WHAT YOU HAVE TO DO >>
Look below for the line containing "min · 330 m</div>" and the line containing "<b>09:18</b>"; repeat exactly those two lines and all lines between them, and nothing else.
BEGIN
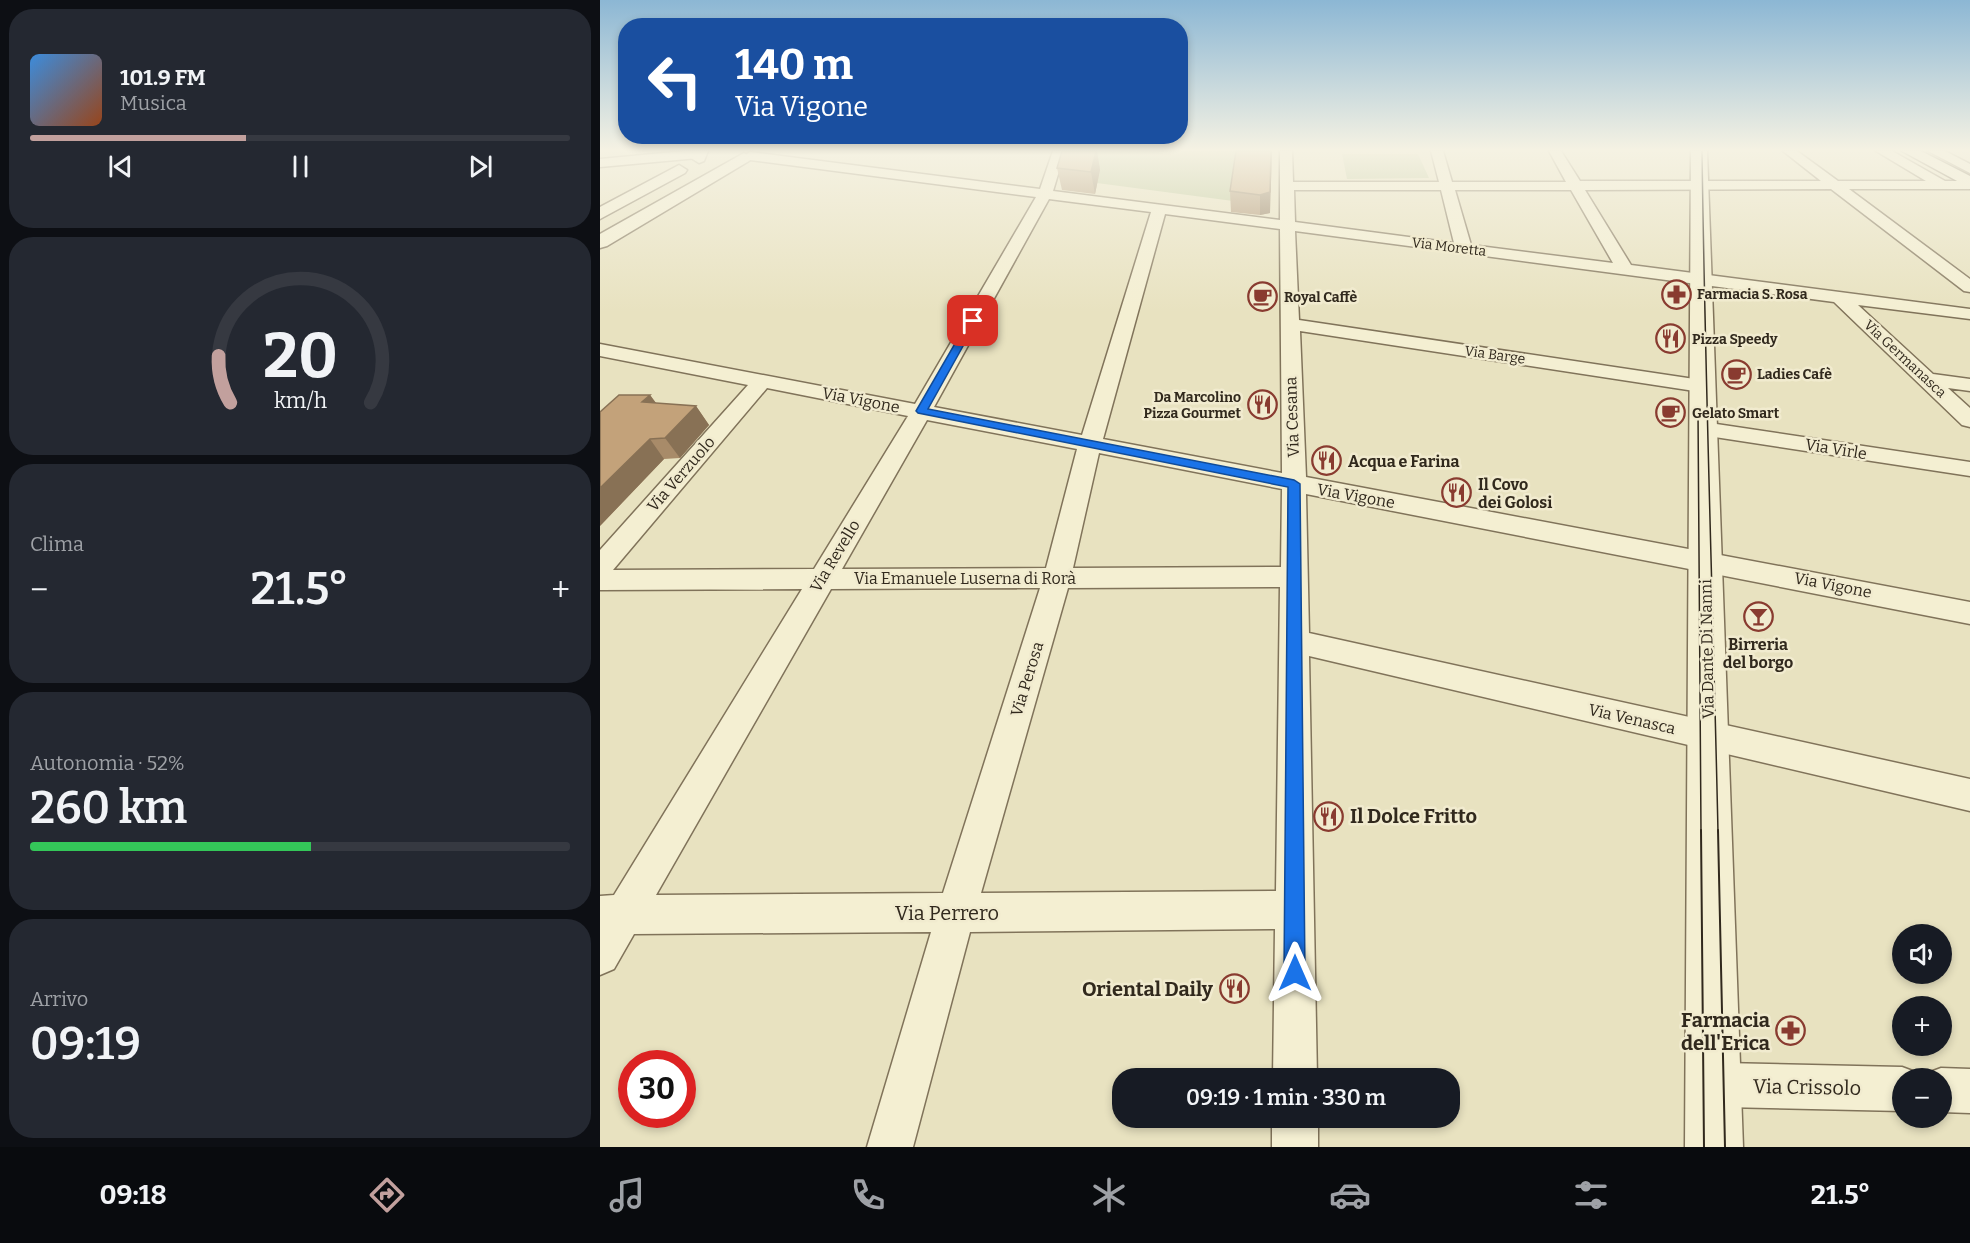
<!DOCTYPE html>
<html lang="it">
<meta charset="utf-8">
<style>
body{margin:0;font-family:Bitter,serif;background:#242831;color:#f1f3f6;height:100vh;display:flex;flex-direction:column;font-size:22px;white-space:nowrap}
*{box-sizing:border-box;margin:0}
p{font-size:20px;color:#9ea1a6}
.icon{flex:none;width:33px;height:33px;fill:none;stroke:currentColor;stroke-width:2;stroke-linecap:round;stroke-linejoin:round}
.map{position:relative;flex:1;overflow:hidden}
.details{display:flex;flex-direction:column;gap:9px;padding:9px;background:#0d0f14;width:600px}
.details>*{flex:none}
.hud{position:absolute;left:18px;top:18px;width:570px;height:126px;border-radius:24px;box-shadow:0 3px 9px #0003;background:#1a4fa0;color:#fff;overflow:hidden}
.fabs{position:absolute;left:1292px;top:924px;display:grid;gap:12px}
.fabs a{display:grid;place-items:center;width:60px;height:60px;border-radius:50%;background:#171b24;box-shadow:0 3px 9px #0003;font-size:30px}
.speed{position:absolute;left:18px;top:1050px;display:flex;gap:12px;font-size:30px;font-weight:700;text-align:center}
.speed>*{display:grid;place-content:center;width:78px;height:78px;border-radius:50%;background:#171b24;box-shadow:0 3px 9px #0003;line-height:1}
.speed .limit{border:9px solid #d22;background:#fff;color:#111}
.pin{position:absolute;display:grid;place-items:center;width:51px;height:51px;color:#fff;margin:-26px;border-radius:12px;box-shadow:0 3px 9px #0006}
.me{position:absolute;width:66px;margin:-33px;rotate:0deg;stroke-linejoin:round;filter:drop-shadow(0 0 4px #0008)}
.turn{display:flex;align-items:center;gap:21px;height:126px;padding:0 18px;font-size:27px}
.turn .icon{width:78px;height:78px;stroke-width:2.5}
.turn b{display:block;font-size:42px;line-height:51px}
.big{font-size:45px;font-weight:600;line-height:1.1}
.details .tile{flex:1;display:flex;flex-direction:column;justify-content:center;gap:9px;min-width:0;padding:0 21px;border-radius:24px;background:#242831}
.details .dial{align-items:center;gap:0}
.dial svg{height:156px;overflow:visible;fill:none;stroke:#363941;stroke-width:7;stroke-linecap:round;text-anchor:middle}
.dial text{fill:#f1f3f6;stroke:none}
.song{display:flex;align-items:center;gap:18px}
.cover{width:72px;height:72px;border-radius:9px;background:linear-gradient(135deg,hsl(210 70% 55%),hsl(20 70% 35%))}
.played{height:6px;border-radius:3px;background:linear-gradient(90deg,#c2a09d 40%,#363941 40%)}
.keys{display:flex;justify-content:space-around;direction:ltr}
.heat{display:flex;justify-content:space-between;align-items:center;font-size:33px;direction:ltr}
.charge{height:9px;border-radius:4px;background:linear-gradient(90deg,#34c759 52%,#363941 0)}
.trip{position:absolute;left:512px;top:1068px;width:348px;height:60px;border-radius:24px;background:#171b24;box-shadow:0 3px 9px #0003;font-weight:600;line-height:60px;text-align:center}
.dock{display:flex;height:96px;justify-content:space-around;align-items:center;background:#090b0e;color:#9ea1a6}
.dock .icon{width:42px;height:42px}
.dock .current{color:#c2a09d}
.dock b{font-size:27px;color:#f1f3f6}
main{display:flex;flex:1;min-height:0}
.map>svg:first-child{display:block}
</style>
<main>
<section class="details">
<div class="tile">
<div class="song"><i class="cover"></i><div><b>101.9 FM</b><p>Musica</p></div></div>
<div class="played"></div>
<div class="keys"><svg class="icon" aria-label="previous" viewBox="0 0 24 24"><path d="M18 5L8 12l10 7zM5 5v14"/></svg><svg class="icon" aria-label="pause" viewBox="0 0 24 24"><path d="M8 5v14M16 5v14"/></svg><svg class="icon" aria-label="next" viewBox="0 0 24 24"><path d="M6 5l10 7-10 7zM19 5v14"/></svg></div>
</div>
<div class="tile dial"><svg viewBox="0 0 100 80">
<path d="M14 69A42 42 0 1 1 86 69"/>
<path d="M14 69A42 42 0 0 1 8 45" stroke="#c2a09d"/>
<text x="50" y="56" font-size="32" font-weight="700">20</text>
<text x="50" y="72" font-size="11">km/h</text>
</svg></div>
<div class="tile"><p>Clima</p>
<div class="heat"><a>−</a><b class="big">21.5°</b><a>+</a></div>
</div>
<div class="tile"><p>Autonomia · 52%</p><b class="big">260 km</b><div class="charge"></div></div>
<div class="tile"><p>Arrivo</p><b class="big">09:19</b></div>
</section>
<div class="map">
<svg width="1370" height="1147" viewBox="0 0 1370 1147">
<rect width="100%" height="100%" fill="#e8e2c0"/>
<!-- green -->
<path fill="#b9c596" d="M493,151H640L633,201L497,183L500,171Z
M742,154H818L829,178L747,179Z"/>
<g fill="none" stroke-linecap="round" stroke-linejoin="round">
<defs>
<path id="minor" d="M85,151H102L104,154L98,158L0,167V159Z
M453,151H465L453,191L680,220V151H692L693,182H839L831,151H843L852,182H966L949,151H961L980,181H1221L1183,151H1197L1238,181H1326L1276,151H1292L1345,181H1370V189H1249L1370,279V292L1364,291L1231,189L985,190L1031,265L1370,309V319L1258,305L1333,374L1370,379V391L1348,388L1370,408V427L1362,425L1234,302L695,231L699,320L1101,380L1108,382L1111,386L1108,390L1101,392L700,331L706,477L1370,602V624L706,494L709,633L1370,779V811L709,656L717,1078H673L675,929L370,932L313,1147H267L331,932L34,934L14,969L0,975V896L14,895L202,589L0,590V550L148,385L0,356V344L315,404L436,197L150,160L144,156L150,152L440,189ZM694,190H841L854,243L695,222ZM855,190H971L1013,263L871,245ZM449,199L551,212L482,435L334,407ZM565,214L680,229L682,473L503,439ZM167,388L308,416L214,569L13,570ZM327,420L477,449L446,568L242,569ZM499,453L682,489L681,567L473,568ZM680,587L676,891L381,893L468,588ZM440,588L343,893L56,895L231,589Z
M1328,151H1345L1370,164V173Z
M1103,422L1370,462V476L1095,434L1092,429L1095,424Z
M1124,1063L1302,1067L1318,1073L1320,1078H1302V1111L1124,1107L1113,1109L1097,1103L1091,1087L1097,1071Z
M1341,1068L1370,1069V1113L1341,1112V1078H1323L1325,1074Z
M672,1118H718V1147H672Z"/>
<path id="tertiary" d="M92,151H108L104,161L99,163L91,158Z
M1091,151H1107L1143,1147H1085Z
M144,153L152,158L149,161L7,246L0,248V234Z
M79,165L87,170L85,173L0,219V207Z"/>
<path id="secondary" d="M1302,151H1321L1370,176V188Z"/>
</defs>
<!-- minor casing -->
<use href="#minor" stroke="#80735a" stroke-width="3"/>
<!-- tertiary casing -->
<use href="#tertiary" stroke="#80735a" stroke-width="3"/>
<!-- secondary casing -->
<use href="#secondary" stroke="#61543d" stroke-width="3"/>
<!-- minor -->
<use href="#minor" fill="#f4efd2" fill-rule="evenodd"/>
<!-- tertiary -->
<use href="#tertiary" fill="#f4efd2" fill-rule="evenodd"/>
<!-- secondary -->
<use href="#secondary" fill="#f4efd2" fill-rule="evenodd"/>
<!-- tram-far1 -->
<path stroke="#31291d" stroke-width="1.5" d="M1102,151C1105,378 1113,605 1118,832
M1098,412L1101,832"/>
<!-- tram -->
<path stroke="#31291d" stroke-width="2" d="M1101,830L1104,1147
M1118,830L1125,1147"/>
</g>
<!-- wall -->
<path fill="#a88b69" d="M462,151H497L500,170L495,194L462,190L457,168Z
M636,151L670,213L660,215L631,212L630,191Z
M50,395L56,403L96,406L109,425L80,458L64,459L0,526Z"/>
<!-- shaded-wall -->
<path fill="#887155" d="M496,151H497L500,170L495,194L491,172Z
M671,151H672L670,213L660,215V195Z
M50,395L64,414L42,402Z
M96,406L109,425L80,458L65,438Z
M50,439L64,459L0,526V488Z"/>
<!-- building -->
<path fill="#c3a27a" stroke="#887155" stroke-width="1.5" d="M462,151H496L491,172L457,168Z
M636,151H671L670,192L660,195L630,191Z
M19,395H50L42,402L96,406L65,438L50,439L0,488V412Z"/>
<!-- sky -->
<linearGradient id="sky" x2="0" y2="1"><stop stop-color="#8cb7d4"/><stop offset="0.48" stop-color="#f5f2e3"/><stop offset="1" stop-color="#f5f2e3" stop-opacity="0"/></linearGradient>
<rect width="1370" height="312" fill="url(#sky)"/>
<!-- route -->
<path fill="#1a73e8" stroke="#114b97" stroke-width="1.5" d="M373,318L377,321L328,409L694,480L700,484L705,973L702,980L695,984L688,980L684,973L688,487L318,413L316,411L368,321Z"/>
<!-- icons -->
<defs>
<symbol id="pharmacy-ring" viewBox="-11 -11 22 22"><circle r="9.5" fill="#f1ebcf" stroke="#893b30" stroke-width="1.5"/><path d="M-2-6h4v4h4v4h-4v4h-4v-4h-4v-4h4Z" fill="#893b30"/></symbol>
<symbol id="cafe-ring" viewBox="-11 -11 22 22"><circle r="9.5" fill="#f1ebcf" stroke="#893b30" stroke-width="1.5"/><path d="M-5.5-4.5H6V0H3Q3 3.5 0 3.5H-2.5Q-5.5 3.5-5.5 0ZM3-3.2v2h1.7v-2ZM-6 4.5H4V6H-6Z" fill="#893b30"/></symbol>
<symbol id="restaurant-ring" viewBox="-11 -11 22 22"><circle r="9.5" fill="#f1ebcf" stroke="#893b30" stroke-width="1.5"/><path d="M-5-6h1v4h1v-4h1v4h1v-4h1v5L-1.5 .5V6h-2V.5L-5-1ZM5-6V6H3V1.5H1.5Q1.5-4 5-6Z" fill="#893b30"/></symbol>
<symbol id="bar-ring" viewBox="-11 -11 22 22"><circle r="9.5" fill="#f1ebcf" stroke="#893b30" stroke-width="1.5"/><path d="M-6-5H6L.8 .8V4.5H3.5V6h-7V4.5H-.8V.8Z" fill="#893b30"/></symbol>
</defs>
<g fill-rule="evenodd">
<use href="#pharmacy-ring" x="1060" y="278" width="33" height="33"/>
<use href="#cafe-ring" x="646" y="280" width="33" height="33"/>
<use href="#restaurant-ring" x="1054" y="322" width="33" height="33"/>
<use href="#cafe-ring" x="1120" y="358" width="33" height="33"/>
<use href="#restaurant-ring" x="646" y="388" width="33" height="33"/>
<use href="#cafe-ring" x="1054" y="396" width="33" height="33"/>
<use href="#restaurant-ring" x="710" y="444" width="33" height="33"/>
<use href="#restaurant-ring" x="840" y="476" width="33" height="33"/>
<use href="#bar-ring" x="1142" y="600" width="33" height="33"/>
<use href="#restaurant-ring" x="712" y="800" width="33" height="33"/>
<use href="#restaurant-ring" x="618" y="972" width="33" height="33"/>
<use href="#pharmacy-ring" x="1174" y="1014" width="33" height="33"/>
</g>
<g text-anchor="middle" dominant-baseline="central" stroke-width="5" stroke-linejoin="round" paint-order="stroke">
<!-- far-street labels -->
<g font-size="14" fill="#31291d" stroke="#f1ebcf">
<text transform="translate(849 247) rotate(7)">Via Moretta</text>
<text transform="translate(895 355) rotate(8)">Via Barge</text>
<text transform="translate(1305 359) rotate(43)">Via Germanasca</text>
</g>
<!-- far-poi labels -->
<g font-size="14" font-weight="bold" fill="#31291d" stroke="#f1ebcf" text-anchor="start">
<text x="1097" y="294">Farmacia S. Rosa</text>
<text x="684" y="297">Royal Caffè</text>
<text x="1092" y="339">Pizza Speedy</text>
<text x="1157" y="374">Ladies Cafè</text>
<text x="641" y="397" text-anchor="end">Da Marcolino<tspan x="641" dy="16">Pizza Gourmet</tspan></text>
<text x="1092" y="413">Gelato Smart</text>
</g>
<!-- street labels -->
<g font-size="16" fill="#31291d" stroke="#f1ebcf">
<text transform="translate(261 400) rotate(11)">Via Vigone</text>
<text transform="translate(692 417) rotate(-92)">Via Cesana</text>
<text transform="translate(1236 449) rotate(9)">Via Virle</text>
<text transform="translate(81 474) rotate(-49)">Via Verzuolo</text>
<text transform="translate(756 496) rotate(10)">Via Vigone</text>
<text transform="translate(235 556) rotate(-59)">Via Revello</text>
<text x="365" y="578">Via Emanuele Luserna di Rorà</text>
<text transform="translate(1233 585) rotate(11)">Via Vigone</text>
<text transform="translate(1107 649) rotate(-91)">Via Dante Di Nanni</text>
<text transform="translate(427 679) rotate(-73)">Via Perosa</text>
<text transform="translate(1032 719) rotate(13)">Via Venasca</text>
</g>
<!-- poi labels -->
<g font-size="16" font-weight="bold" fill="#31291d" stroke="#f1ebcf" text-anchor="start">
<text x="748" y="461">Acqua e Farina</text>
<text x="878" y="484">Il Covo<tspan x="878" dy="18">dei Golosi</tspan></text>
<text x="1158" y="644" text-anchor="middle">Birreria<tspan x="1158" dy="18">del borgo</tspan></text>
</g>
<!-- near-poi labels -->
<g font-size="20" font-weight="bold" fill="#31291d" stroke="#f1ebcf" text-anchor="end">
<text x="750" y="816" text-anchor="start">Il Dolce Fritto</text>
<text x="613" y="989">Oriental Daily</text>
<text x="1170" y="1020">Farmacia<tspan x="1170" dy="23">dell'Erica</tspan></text>
</g>
<!-- near-street labels -->
<g font-size="20" fill="#31291d" stroke="#f1ebcf">
<text x="347" y="913">Via Perrero</text>
<text transform="translate(1207 1087) rotate(1)">Via Crissolo</text>
</g>
</g>
</svg>
<div class="fabs">
<a><svg class="icon" aria-label="sound" viewBox="0 0 24 24"><path d="M4 9h4l5-4v14l-5-4H4zM17 9q2 3 0 6"/></svg></a>
<a>+</a>
<a>−</a>
</div>
<div class="speed"><div class="limit">30</div></div>
<div class="pin" style="left:373px;top:321px;background:#d93025"><svg class="icon" aria-label="arrive" viewBox="0 0 24 24"><path d="M6 21V4h12l-3 4 3 4H6"/></svg></div>
<svg class="me" style="left:695px;top:973px" viewBox="-20 -20 40 40"><path d="M0-17L14 15 0 8-14 15z" fill="#1a73e8" stroke="#fff" stroke-width="4"/></svg>
<div class="trip">09:19 · 1 min · 330 m</div>
<div class="hud">
<div class="turn"><svg class="icon" aria-label="left" viewBox="0 0 24 24"><path d="M17 20v-9H6M10 6l-5 5 5 5"/></svg><div><b>140 m</b>Via Vigone</div></div>
</div>
</div>
</main>
<nav class="dock">
<b>09:18</b>
<svg class="icon current" aria-label="directions" viewBox="0 0 24 24"><path d="M12 3l9 9-9 9-9-9zM9 14v-3h6M13 9l2 2-2 2"/></svg>
<svg class="icon" aria-label="music" viewBox="0 0 24 24"><path d="M9 18V5l10-2v13"/><circle cx="6" cy="18" r="3"/><circle cx="16" cy="16" r="3"/></svg>
<svg class="icon" aria-label="phone" viewBox="0 0 24 24"><path d="M5 4h4l2 5-3 2q2 4 5 5l2-3 5 2v4C11 20 4 13 5 4z"/></svg>
<svg class="icon" aria-label="climate" viewBox="0 0 24 24"><path d="M12 3v18M4 7l16 10M4 17L20 7"/></svg>
<svg class="icon" aria-label="car" viewBox="0 0 24 24"><path d="M5 17H2v-5l4-1 3-4h7l3 4 3 1v5h-3M9 17h6M6 11h13"/><circle cx="7" cy="17" r="2"/><circle cx="17" cy="17" r="2"/></svg>
<svg class="icon" aria-label="filters" viewBox="0 0 24 24"><path d="M4 7h16M4 17h16"/><circle cx="9" cy="7" r="2"/><circle cx="15" cy="17" r="2"/></svg>
<b>21.5°</b>
</nav>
END
RESPONSE AREA >>
<div class="trip">09:19 · 1 min · 330 m</div>
<div class="hud">
<div class="turn"><svg class="icon" aria-label="left" viewBox="0 0 24 24"><path d="M17 20v-9H6M10 6l-5 5 5 5"/></svg><div><b>140 m</b>Via Vigone</div></div>
</div>
</div>
</main>
<nav class="dock">
<b>09:18</b>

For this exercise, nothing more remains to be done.